I'm not saying this is the best way to deal with the state budget deficits. I'm not saying this is my advice or policy prescription.
But, to put the so-called state budget crises in context with our exploding gap between the mega rich and everyone else, consider this [insert adjective: crazy/humbling/jaw-dropping/outrageous/enlightening] fact:
If you combined the cumulative wealth of the 10 richest people in America -- about $271 billion, give or take the GDP of a small country -- you could pay off all of the state budget deficits projected for next year ($145 billion) and still have an average of $12.6 billion left over for each of the 10 richest Americans.
I don't know about you, but that just turns my stomach.
With the country's economy still so shaky and with so many millions of Americans still out of work; with our federal and state budgets in so much trouble and with the power-hungry Walkers of the world cracking down so hard on teachers and other state employees; and with so few people doing so obscenely well, you do have to ask the question: at what point do these titans have enough and when is it appropriate to demand that they step up and give back to a country that has been so obscenely generous to them?

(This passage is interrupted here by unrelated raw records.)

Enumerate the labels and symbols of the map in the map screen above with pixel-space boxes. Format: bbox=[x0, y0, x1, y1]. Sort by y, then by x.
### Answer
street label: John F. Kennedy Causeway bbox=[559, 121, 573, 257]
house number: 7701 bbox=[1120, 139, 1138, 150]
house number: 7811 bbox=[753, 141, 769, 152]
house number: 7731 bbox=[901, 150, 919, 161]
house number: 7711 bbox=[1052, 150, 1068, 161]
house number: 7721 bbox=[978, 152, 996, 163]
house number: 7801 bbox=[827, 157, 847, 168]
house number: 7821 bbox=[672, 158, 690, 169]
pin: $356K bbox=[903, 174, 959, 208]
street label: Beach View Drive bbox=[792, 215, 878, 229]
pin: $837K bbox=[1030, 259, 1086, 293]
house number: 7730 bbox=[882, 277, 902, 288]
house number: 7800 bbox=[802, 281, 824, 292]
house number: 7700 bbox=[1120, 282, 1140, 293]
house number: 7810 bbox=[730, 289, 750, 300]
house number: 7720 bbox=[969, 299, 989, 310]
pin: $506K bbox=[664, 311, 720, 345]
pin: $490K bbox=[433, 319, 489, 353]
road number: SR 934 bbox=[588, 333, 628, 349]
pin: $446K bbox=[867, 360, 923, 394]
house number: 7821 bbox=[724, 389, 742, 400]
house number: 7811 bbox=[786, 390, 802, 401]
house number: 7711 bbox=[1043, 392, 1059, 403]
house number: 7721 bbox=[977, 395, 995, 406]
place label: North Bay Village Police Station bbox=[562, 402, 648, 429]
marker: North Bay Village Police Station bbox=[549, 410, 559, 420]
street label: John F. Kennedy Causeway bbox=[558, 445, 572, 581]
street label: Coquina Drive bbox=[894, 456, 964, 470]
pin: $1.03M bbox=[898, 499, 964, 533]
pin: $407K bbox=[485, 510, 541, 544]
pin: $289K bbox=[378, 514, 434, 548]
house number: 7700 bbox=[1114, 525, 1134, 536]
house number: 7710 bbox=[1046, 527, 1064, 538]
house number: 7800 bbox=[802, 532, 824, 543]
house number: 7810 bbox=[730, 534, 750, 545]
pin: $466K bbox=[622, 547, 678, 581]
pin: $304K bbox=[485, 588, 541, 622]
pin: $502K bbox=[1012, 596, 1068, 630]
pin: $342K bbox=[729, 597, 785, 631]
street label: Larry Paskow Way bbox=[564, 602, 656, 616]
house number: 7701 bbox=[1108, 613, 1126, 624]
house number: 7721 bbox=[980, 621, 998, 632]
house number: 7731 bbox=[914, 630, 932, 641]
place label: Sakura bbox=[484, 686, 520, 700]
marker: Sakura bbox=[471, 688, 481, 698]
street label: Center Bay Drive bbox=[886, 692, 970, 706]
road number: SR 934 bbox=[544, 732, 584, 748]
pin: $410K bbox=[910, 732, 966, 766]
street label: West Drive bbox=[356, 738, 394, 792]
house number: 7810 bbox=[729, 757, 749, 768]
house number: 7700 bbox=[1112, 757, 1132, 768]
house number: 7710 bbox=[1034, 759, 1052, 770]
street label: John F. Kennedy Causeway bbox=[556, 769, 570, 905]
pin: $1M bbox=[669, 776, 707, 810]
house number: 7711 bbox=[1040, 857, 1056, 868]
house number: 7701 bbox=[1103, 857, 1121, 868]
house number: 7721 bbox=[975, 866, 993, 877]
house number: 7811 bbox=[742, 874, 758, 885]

I'm not enough of an economics expert to know where the right balance is, but you don't have to be an expert to know that something is terribly wrong with America today. You just have to have eyes, an honest brain, and just a tiny bit of moral curiosity to see the dire consequences of allowing such economic disparity between the few who have so much and the many who are losing everything.
The good news is that there is a growing awareness of the growing income and wealth disparity in America. Mother Jones has performed an incredible service in breaking this stark issue down with such compelling graphics.
Here's another point: The American GDP was just under $10.3 trillion large in 2001 when W. was selected. Last year, it was $14.5 trillion. That's an increase of about $4.2 trillion in the last decade = +41%. And yet, here we middle and worker classers are -- struggling, living paycheck to paycheck, barely treading water -- and that's the fortunate ones.
Just where the hell did all that money go? Of course we know the answer -- the mega rich sucked it all up. Over the last decade, the number of billionaires in the world has more than tripled from 322 in 2000 to 1011 in 2010.
It's time for these mega rich to stop hoarding. It's time for them to step up and do what's right for our country in our time of need.